Estou pensativamente a passar os olhos pela página de um livro do qual não sei o título e que peguei ao acaso.
Cada vez que levanto a cabeça, vejo-te a entrar num pensamento mais profundo. Estás diante de papéis que te alheiam de todo o resto.
Não sei o que fazer para te chamar a atenção e te fazer olhar para mim. Estás mesmo concentrada. Não quero provocar-te uma má reacção pois posso interromper um importante raciocínio de uma qualquer operação matemática, ou de uma frase que precisas acabar para completar o texto sobre um filósofo qualquer.
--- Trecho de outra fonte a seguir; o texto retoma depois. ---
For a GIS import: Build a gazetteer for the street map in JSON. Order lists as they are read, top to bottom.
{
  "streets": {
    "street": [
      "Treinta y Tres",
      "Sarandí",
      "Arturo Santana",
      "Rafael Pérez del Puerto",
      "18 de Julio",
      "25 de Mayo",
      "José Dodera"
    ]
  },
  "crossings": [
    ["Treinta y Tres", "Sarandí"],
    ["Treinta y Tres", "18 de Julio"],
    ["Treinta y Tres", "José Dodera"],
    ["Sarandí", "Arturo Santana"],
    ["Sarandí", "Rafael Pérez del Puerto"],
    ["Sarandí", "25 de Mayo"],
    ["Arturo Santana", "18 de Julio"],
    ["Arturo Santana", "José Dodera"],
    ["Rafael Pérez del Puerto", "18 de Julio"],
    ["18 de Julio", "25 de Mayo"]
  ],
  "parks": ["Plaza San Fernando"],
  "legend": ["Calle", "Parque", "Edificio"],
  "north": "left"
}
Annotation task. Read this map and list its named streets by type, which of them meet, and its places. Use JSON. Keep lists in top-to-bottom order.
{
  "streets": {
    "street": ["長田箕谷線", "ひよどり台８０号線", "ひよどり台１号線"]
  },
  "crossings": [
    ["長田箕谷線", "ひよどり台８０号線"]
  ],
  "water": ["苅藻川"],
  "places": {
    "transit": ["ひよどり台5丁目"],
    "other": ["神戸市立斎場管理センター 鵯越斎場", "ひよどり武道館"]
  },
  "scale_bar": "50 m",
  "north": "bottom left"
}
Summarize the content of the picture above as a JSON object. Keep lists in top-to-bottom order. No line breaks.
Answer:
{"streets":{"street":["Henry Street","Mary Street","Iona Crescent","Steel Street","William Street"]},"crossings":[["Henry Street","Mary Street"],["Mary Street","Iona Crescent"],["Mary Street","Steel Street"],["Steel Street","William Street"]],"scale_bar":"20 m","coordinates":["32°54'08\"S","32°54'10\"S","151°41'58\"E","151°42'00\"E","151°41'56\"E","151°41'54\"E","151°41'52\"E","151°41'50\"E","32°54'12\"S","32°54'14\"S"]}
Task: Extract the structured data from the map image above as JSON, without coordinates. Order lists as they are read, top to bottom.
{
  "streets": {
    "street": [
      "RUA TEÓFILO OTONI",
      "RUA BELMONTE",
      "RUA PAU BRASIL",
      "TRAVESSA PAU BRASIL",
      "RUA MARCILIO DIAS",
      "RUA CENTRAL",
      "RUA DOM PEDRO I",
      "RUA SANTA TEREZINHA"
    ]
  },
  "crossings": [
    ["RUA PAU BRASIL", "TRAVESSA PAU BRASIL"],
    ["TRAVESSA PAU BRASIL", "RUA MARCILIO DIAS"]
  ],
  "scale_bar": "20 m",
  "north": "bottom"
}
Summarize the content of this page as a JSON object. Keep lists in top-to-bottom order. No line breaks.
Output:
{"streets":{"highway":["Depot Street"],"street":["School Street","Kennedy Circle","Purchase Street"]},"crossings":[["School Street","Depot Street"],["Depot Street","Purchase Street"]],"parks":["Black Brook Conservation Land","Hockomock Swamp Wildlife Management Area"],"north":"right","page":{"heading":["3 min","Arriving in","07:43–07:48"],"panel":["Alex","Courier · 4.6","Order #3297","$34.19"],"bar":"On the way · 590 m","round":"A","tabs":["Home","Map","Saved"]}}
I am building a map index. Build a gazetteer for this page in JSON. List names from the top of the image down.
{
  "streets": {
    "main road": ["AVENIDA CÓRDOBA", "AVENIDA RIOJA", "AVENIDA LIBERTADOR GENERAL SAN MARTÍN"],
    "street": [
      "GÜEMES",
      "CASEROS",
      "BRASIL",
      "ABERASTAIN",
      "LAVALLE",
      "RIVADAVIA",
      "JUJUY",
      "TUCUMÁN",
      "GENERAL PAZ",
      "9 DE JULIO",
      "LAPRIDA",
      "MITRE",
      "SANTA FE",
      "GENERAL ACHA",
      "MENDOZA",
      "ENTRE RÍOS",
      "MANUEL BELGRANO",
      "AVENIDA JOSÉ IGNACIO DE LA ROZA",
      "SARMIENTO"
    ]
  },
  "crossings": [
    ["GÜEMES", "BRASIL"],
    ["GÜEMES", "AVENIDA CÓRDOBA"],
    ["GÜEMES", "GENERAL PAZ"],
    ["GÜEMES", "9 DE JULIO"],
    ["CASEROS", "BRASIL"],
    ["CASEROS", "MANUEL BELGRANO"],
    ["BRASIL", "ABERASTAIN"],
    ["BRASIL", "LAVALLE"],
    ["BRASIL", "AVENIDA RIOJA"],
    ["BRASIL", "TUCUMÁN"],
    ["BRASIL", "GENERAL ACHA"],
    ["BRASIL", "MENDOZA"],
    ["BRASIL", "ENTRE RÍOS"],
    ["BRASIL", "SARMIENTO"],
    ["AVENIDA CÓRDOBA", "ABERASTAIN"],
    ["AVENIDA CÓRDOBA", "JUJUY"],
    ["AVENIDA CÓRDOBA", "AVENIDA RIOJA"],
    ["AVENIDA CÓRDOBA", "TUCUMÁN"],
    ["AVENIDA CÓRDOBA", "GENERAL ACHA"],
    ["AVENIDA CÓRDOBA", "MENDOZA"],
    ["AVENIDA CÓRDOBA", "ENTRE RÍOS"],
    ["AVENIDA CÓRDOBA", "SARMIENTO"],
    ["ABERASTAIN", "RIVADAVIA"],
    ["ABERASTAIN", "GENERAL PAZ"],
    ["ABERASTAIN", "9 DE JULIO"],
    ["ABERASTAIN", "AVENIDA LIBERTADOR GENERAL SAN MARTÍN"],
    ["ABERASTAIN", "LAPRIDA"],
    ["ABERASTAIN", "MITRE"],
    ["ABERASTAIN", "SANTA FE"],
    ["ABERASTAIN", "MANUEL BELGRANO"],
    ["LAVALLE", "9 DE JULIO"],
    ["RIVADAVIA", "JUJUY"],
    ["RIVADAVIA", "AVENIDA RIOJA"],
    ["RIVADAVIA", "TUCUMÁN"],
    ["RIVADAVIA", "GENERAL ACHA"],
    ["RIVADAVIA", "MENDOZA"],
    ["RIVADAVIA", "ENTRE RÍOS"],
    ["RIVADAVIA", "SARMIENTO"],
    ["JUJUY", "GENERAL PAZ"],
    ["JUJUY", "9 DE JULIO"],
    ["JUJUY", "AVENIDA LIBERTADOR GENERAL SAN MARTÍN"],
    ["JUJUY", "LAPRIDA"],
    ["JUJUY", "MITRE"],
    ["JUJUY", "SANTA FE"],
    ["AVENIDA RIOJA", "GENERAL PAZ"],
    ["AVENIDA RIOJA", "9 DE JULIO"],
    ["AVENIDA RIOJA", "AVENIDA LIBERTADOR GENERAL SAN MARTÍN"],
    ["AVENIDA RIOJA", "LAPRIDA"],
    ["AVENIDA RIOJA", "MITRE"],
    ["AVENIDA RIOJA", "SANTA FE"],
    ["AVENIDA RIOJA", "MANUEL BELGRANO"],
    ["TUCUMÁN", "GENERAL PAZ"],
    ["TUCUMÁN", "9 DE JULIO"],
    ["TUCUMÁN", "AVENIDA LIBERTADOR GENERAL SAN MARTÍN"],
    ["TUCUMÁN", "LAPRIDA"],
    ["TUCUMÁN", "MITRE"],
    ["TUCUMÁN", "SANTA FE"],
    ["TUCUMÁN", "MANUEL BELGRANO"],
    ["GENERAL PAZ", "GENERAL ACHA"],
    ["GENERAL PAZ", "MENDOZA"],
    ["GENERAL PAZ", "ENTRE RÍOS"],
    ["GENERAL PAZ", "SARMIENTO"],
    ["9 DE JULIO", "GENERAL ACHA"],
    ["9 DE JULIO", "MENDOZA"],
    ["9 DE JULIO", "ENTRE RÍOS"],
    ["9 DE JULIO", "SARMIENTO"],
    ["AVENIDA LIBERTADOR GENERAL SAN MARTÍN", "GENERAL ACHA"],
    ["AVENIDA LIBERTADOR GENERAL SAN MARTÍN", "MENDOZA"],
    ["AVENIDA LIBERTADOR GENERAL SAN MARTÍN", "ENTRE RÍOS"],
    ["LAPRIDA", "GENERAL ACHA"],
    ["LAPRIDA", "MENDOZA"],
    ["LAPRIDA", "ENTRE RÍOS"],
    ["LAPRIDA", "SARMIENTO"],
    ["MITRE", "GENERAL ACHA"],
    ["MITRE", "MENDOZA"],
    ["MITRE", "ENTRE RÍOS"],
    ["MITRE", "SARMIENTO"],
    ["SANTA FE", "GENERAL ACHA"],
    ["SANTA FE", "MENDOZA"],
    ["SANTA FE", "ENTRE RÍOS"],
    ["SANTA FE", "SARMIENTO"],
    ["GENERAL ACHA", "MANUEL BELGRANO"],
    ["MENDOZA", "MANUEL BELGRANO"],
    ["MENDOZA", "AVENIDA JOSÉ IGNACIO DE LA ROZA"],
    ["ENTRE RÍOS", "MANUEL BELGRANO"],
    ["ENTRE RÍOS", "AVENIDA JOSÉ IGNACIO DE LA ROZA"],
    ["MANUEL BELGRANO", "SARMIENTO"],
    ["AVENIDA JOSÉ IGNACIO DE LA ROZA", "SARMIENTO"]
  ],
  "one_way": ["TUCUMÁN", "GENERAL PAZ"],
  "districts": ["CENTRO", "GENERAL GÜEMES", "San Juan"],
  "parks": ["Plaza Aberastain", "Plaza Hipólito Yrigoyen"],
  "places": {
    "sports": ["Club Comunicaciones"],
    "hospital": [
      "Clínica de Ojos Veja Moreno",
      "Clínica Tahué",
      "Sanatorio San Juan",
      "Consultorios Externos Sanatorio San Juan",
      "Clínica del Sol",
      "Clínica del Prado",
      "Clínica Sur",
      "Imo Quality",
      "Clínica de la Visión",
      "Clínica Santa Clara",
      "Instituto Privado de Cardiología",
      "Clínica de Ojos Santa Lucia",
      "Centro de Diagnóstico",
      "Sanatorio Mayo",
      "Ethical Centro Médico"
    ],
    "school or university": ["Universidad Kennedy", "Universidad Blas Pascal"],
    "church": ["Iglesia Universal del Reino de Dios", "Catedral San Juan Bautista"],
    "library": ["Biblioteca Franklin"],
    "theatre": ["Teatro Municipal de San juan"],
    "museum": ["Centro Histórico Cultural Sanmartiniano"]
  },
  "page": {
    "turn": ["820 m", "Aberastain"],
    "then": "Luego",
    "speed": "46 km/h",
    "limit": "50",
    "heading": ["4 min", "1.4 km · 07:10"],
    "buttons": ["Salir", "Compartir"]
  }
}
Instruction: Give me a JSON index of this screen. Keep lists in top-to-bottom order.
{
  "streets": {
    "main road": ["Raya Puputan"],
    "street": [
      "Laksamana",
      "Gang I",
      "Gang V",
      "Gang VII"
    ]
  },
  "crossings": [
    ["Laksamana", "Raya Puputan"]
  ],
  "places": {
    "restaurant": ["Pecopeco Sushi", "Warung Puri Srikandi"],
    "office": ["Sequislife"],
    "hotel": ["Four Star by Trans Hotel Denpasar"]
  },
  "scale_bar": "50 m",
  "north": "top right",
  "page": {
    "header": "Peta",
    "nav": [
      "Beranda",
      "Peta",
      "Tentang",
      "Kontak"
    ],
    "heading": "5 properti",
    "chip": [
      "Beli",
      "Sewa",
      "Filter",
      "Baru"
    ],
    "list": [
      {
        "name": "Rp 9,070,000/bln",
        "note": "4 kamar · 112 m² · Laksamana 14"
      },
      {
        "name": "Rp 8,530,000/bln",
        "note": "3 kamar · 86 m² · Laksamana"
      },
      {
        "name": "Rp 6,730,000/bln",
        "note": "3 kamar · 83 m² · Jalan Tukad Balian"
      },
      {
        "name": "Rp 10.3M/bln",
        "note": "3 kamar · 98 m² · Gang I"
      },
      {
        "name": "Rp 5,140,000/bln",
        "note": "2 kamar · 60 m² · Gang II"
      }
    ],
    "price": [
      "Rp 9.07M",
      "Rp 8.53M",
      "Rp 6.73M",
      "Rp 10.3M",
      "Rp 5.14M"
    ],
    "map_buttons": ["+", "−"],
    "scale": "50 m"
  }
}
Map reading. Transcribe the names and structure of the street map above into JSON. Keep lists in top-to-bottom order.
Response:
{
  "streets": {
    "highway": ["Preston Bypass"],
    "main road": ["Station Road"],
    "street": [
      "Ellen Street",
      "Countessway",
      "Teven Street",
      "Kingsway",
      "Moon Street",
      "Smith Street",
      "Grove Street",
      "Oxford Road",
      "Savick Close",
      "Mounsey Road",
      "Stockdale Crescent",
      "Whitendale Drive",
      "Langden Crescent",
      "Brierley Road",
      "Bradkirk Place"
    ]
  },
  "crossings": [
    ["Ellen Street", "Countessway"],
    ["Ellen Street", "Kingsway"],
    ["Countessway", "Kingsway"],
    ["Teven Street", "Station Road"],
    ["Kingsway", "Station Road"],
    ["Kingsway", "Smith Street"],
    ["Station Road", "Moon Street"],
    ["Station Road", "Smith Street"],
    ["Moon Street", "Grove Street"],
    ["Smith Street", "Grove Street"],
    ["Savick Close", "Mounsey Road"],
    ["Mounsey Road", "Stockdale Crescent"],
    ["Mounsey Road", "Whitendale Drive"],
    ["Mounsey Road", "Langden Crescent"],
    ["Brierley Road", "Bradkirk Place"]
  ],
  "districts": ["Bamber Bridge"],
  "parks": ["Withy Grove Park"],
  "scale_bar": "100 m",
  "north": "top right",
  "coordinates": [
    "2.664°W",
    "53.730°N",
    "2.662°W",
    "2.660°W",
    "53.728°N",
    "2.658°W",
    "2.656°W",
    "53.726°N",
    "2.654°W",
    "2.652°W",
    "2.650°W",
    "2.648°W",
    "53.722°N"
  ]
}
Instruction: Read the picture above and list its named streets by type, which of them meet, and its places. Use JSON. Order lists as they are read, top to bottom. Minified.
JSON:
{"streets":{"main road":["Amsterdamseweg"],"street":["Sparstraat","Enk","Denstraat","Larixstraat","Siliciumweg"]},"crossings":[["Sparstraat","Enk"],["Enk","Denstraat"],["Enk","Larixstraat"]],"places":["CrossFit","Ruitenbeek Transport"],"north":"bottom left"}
Estamos num mundo do conhecimento e, cada vez mais, desconhecido. Cada vez que aprendemos algo, ficamos a saber que sabemos ainda menos de um universosem fim.
Em que galáxia de inteligência vivemos nós?
Em que vaivém posso eu entrar para ir de encontro ao teu pensamento... Paras um pouco, levantas o olhar e ficas a contemplar o infinito por entre os estores semitransparentes desta casa de livros.
Para que olhas? O que procuras saber? O que queres alcançar?
Não sei o que leio neste livro sem história, mas estou a gostar protagonista que ocupa a minha lógica de juízos.
Quem andará a passear nesse olhar distante…
Kafka? – e quererás transformar-me em algo invisível?
Pitágoras? – e será uma questão de cálculo?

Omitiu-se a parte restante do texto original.